When I tried to answer the question:

Is it possible to get rid of the TClient generic type in the Service class

I found a strange usage that I've never designed something of this kind of uncompilable syntax, and following is a represent of what I encountered:

interface IGeneric<T> {
}

partial class SomeClass {
    // won't compile
    public static void SomeMethod<U>(Action<T> d) where T: IGeneric<U> {
    }
}

And even if declared as:

class Concrete: IGeneric<object> {
}

partial class SomeClass {
    public static void SomeMethod<U>(Action<IGeneric<U>> d) { // compiles
    }
}

would not make the following code compile-able:

var d=default(Action<Concrete>);
SomeClass.SomeMethod(d); // won't compile

I'm not aware a syntax that works without both type parameters involved.
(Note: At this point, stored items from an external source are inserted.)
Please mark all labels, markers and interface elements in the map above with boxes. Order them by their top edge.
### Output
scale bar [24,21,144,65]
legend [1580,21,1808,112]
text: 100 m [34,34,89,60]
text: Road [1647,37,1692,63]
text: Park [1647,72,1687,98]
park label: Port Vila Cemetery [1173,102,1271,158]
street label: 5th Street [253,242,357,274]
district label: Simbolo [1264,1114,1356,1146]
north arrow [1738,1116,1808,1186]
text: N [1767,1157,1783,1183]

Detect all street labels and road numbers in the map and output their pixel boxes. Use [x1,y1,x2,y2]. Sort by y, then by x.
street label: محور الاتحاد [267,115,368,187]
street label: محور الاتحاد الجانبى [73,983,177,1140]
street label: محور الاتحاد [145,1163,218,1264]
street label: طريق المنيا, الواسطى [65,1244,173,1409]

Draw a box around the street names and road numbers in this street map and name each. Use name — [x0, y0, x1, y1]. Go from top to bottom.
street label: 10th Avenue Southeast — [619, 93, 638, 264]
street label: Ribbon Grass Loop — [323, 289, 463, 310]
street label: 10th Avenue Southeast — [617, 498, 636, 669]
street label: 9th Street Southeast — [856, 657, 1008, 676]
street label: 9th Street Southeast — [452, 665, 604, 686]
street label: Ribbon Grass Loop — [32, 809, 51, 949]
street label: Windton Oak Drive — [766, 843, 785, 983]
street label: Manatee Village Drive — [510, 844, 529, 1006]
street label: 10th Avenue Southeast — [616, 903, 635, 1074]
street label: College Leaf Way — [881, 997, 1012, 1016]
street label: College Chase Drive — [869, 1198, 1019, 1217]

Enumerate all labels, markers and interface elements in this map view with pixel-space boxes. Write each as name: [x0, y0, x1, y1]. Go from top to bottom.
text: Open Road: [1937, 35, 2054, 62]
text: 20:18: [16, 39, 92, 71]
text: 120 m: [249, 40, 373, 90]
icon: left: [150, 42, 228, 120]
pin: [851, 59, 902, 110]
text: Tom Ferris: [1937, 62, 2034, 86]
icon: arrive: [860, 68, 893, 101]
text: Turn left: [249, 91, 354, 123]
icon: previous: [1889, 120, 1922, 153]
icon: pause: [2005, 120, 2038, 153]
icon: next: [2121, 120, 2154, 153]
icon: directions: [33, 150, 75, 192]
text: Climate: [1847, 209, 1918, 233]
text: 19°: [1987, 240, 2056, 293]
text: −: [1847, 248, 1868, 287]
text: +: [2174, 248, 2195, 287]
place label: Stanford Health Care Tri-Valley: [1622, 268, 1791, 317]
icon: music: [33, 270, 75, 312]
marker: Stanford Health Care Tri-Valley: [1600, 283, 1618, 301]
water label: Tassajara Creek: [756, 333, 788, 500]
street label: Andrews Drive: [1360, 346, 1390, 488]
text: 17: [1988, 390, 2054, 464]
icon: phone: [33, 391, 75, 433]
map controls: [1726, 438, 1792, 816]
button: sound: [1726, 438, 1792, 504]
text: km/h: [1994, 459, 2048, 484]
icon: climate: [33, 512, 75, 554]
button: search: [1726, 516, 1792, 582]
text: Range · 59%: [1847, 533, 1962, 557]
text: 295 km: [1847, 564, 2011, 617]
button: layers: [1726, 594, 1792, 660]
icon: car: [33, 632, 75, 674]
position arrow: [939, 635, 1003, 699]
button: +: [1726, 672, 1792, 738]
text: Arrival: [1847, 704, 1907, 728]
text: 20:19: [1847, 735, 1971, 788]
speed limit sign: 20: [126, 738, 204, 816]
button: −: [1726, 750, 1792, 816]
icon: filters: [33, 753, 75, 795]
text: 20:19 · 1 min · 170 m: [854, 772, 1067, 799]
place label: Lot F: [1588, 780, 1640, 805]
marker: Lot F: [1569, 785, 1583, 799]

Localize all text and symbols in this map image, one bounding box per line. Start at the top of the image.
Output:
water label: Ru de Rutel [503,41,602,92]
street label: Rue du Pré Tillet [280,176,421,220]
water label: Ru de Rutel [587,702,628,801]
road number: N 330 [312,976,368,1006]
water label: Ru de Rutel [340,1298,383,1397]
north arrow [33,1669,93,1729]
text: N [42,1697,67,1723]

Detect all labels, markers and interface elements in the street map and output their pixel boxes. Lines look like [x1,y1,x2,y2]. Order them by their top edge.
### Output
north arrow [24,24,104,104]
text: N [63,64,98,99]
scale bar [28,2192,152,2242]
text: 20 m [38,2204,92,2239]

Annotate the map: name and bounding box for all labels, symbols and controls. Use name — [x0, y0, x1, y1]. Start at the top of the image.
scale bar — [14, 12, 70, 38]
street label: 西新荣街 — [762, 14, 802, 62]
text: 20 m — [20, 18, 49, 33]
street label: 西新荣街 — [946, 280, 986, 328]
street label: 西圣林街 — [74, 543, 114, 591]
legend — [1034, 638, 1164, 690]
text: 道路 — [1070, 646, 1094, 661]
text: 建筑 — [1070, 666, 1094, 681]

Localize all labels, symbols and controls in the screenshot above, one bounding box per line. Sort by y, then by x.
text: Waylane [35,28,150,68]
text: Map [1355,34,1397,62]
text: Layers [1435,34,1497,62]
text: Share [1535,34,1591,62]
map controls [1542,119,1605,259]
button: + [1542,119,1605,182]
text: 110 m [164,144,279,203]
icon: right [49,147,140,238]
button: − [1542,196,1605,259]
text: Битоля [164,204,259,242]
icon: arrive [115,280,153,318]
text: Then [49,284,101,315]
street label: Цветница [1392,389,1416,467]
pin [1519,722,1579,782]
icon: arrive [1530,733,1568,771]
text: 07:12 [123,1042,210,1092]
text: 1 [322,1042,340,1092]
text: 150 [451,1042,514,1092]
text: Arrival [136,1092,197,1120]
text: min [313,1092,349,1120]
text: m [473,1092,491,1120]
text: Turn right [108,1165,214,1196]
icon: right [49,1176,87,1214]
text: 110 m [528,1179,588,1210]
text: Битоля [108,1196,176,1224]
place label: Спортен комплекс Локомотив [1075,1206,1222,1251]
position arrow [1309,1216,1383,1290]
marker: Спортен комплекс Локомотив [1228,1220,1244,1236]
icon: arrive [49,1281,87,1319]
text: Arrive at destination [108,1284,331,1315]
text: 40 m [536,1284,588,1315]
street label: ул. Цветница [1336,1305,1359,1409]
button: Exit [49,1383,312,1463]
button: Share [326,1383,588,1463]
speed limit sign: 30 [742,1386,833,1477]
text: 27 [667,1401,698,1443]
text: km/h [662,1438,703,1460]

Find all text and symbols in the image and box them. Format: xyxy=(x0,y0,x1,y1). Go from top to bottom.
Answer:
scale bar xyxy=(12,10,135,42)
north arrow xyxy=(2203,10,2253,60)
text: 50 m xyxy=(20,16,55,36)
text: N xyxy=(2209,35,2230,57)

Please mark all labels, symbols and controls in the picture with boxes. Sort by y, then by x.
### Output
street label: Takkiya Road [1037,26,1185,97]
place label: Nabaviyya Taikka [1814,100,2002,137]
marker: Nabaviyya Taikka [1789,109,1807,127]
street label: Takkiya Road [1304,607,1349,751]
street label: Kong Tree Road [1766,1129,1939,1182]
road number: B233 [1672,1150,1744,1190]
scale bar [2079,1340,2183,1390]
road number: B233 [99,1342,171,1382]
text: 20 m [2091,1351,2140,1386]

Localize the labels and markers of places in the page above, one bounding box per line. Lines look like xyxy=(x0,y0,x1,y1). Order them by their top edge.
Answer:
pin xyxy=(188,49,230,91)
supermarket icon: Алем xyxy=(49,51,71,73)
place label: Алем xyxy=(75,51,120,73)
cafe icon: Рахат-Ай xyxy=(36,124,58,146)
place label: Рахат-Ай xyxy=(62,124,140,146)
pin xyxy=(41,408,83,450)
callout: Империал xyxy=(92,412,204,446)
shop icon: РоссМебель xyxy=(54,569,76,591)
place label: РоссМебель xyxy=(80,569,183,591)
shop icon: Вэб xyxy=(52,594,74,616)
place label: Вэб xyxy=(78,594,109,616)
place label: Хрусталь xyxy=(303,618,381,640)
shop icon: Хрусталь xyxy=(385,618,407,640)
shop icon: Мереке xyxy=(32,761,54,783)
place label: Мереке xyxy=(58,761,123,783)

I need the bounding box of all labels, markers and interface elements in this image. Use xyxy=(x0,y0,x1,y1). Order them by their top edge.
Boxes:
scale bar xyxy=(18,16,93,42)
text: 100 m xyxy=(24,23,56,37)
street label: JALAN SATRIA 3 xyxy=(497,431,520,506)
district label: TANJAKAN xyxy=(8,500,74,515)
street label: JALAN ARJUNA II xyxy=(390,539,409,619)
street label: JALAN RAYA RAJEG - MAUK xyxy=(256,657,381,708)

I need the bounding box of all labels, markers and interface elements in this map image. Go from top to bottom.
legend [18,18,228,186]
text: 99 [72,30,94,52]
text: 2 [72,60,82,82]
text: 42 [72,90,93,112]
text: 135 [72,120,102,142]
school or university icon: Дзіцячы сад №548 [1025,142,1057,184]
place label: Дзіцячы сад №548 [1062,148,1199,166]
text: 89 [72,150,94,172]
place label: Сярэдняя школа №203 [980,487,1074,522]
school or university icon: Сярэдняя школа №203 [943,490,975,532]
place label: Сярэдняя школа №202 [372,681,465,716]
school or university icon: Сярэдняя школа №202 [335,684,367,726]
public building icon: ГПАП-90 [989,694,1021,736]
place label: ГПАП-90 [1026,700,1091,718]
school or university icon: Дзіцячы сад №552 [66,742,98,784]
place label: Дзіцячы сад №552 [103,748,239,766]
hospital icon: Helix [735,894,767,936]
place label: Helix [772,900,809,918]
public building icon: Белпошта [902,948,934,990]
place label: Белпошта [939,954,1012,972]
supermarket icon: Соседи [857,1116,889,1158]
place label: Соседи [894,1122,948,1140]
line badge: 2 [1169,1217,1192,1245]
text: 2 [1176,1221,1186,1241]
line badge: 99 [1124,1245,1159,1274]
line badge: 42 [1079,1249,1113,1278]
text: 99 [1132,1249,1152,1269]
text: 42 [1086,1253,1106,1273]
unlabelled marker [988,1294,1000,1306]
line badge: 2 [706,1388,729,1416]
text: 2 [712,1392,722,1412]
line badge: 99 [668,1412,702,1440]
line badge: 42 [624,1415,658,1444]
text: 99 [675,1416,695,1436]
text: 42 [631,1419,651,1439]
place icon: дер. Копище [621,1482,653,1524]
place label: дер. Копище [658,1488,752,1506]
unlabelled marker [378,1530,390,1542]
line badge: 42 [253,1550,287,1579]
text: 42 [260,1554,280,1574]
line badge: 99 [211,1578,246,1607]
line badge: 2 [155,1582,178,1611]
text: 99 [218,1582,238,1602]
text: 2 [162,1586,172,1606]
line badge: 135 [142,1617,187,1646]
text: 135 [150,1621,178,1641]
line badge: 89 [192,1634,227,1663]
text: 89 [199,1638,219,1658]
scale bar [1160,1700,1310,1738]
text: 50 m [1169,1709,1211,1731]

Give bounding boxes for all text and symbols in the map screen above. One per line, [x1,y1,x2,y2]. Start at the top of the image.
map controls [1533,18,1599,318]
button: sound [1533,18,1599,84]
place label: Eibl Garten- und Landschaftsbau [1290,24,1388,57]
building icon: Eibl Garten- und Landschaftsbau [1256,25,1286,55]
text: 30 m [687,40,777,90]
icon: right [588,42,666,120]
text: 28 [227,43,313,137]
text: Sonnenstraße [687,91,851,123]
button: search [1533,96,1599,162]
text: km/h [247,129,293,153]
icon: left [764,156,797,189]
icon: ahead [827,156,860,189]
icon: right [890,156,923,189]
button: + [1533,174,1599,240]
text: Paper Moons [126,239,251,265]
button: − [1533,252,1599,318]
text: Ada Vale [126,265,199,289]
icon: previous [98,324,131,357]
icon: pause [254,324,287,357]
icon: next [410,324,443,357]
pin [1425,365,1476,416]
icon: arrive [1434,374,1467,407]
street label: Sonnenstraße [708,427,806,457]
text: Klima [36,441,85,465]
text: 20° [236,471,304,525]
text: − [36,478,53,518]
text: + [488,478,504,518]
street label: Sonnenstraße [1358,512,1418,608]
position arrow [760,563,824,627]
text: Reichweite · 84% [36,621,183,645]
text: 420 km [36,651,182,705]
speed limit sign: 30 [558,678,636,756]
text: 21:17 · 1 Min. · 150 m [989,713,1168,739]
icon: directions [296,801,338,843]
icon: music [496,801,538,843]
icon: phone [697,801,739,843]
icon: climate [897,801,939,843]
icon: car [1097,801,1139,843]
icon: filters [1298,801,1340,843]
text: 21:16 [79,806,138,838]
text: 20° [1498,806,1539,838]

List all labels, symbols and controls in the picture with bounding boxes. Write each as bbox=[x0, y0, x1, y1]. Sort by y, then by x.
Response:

So I'm wondering is there a syntax does this kind of a reversed type inference? Or a workaround?

Answer 1

The simple answer is no. This isn't even initially about type inference - it's about type constraints. You can only add constrain a type parameter which is introduced in the same declaration. So this:

public static void SomeMethod<U>(Action<T> d) where T: IGeneric<U>

is invalid because you're trying to constrain T in terms of U, when it's U which was actually introduced in the method declaration. Indeed, T itself isn't a type parameter anywhere - but this would fail even if SomeClass were generic in T.

In many situations similar to this you can go via an extra static method in a non-generic type, to create an instance of a generic type via type inference - but the specifics are usually that you've got two type parameters and you want to specify one of them explicitly.

One important point to note is that an Action<Concrete> simply is not an Action<IGeneric<object>>. For example, Concrete may expose some extra property which an Action<Concrete> could depend on - but given an Action<IGeneric<object>> you could easily call that with a different implementation of IGeneric<object>. Your existing SomeMethod tries to sort of work around that by specific Action<U> instead of Action<IGeneric<T>> - but at that point it's relatively hard to use the action. This is rarely (in my experience) a practical approach, even when type inference works.

As soon as you change to a genuinely covariant delegate (and assuming you're using C# 4), then unless you care about U you can simply use a different signature:

using System;

interface IGeneric<T> {}

class SomeClass
{    
    public static void SomeMethod<T>(Func<IGeneric<T>> d) {}
}

class Concrete: IGeneric<object> {}

class Test
{
    static void Main()
    {
        var d = default(Func<Concrete>);
        // This compiles fine
        SomeClass.SomeMethod(d);
    }
}

Answer 2

The problem is that you are trying to treat an Action<T> as being covariant in T but it isn't. In fact, it's contravariant.

For example, if you had a covariant delegate, like this.

delegate T CovariantCall<out T>();

You could easily do what you're asking.

CovariantCall<IGeneric<object>> covariant = default(CovariantCall<Concrete>);

Your first example doesn't compile because you've omitted the T in the declared type parameters list for the method. It's a better idea, though, and it works because the constraint only verifies and doesn't affect parameter variance, but you would then have to explicitly specify which parameters you're looking for and can't infer it.

public static void SomeMethod<T, U>(Action<T> d) where T: IGeneric<U>
{ 
    ...
}

SomeClass.SomeMethod<Concrete, object>(default(Action<Concrete>));

There are limits to what C# type inference is capable of, and this is one of them. You can't do what you're asking without explicitly specifying the types.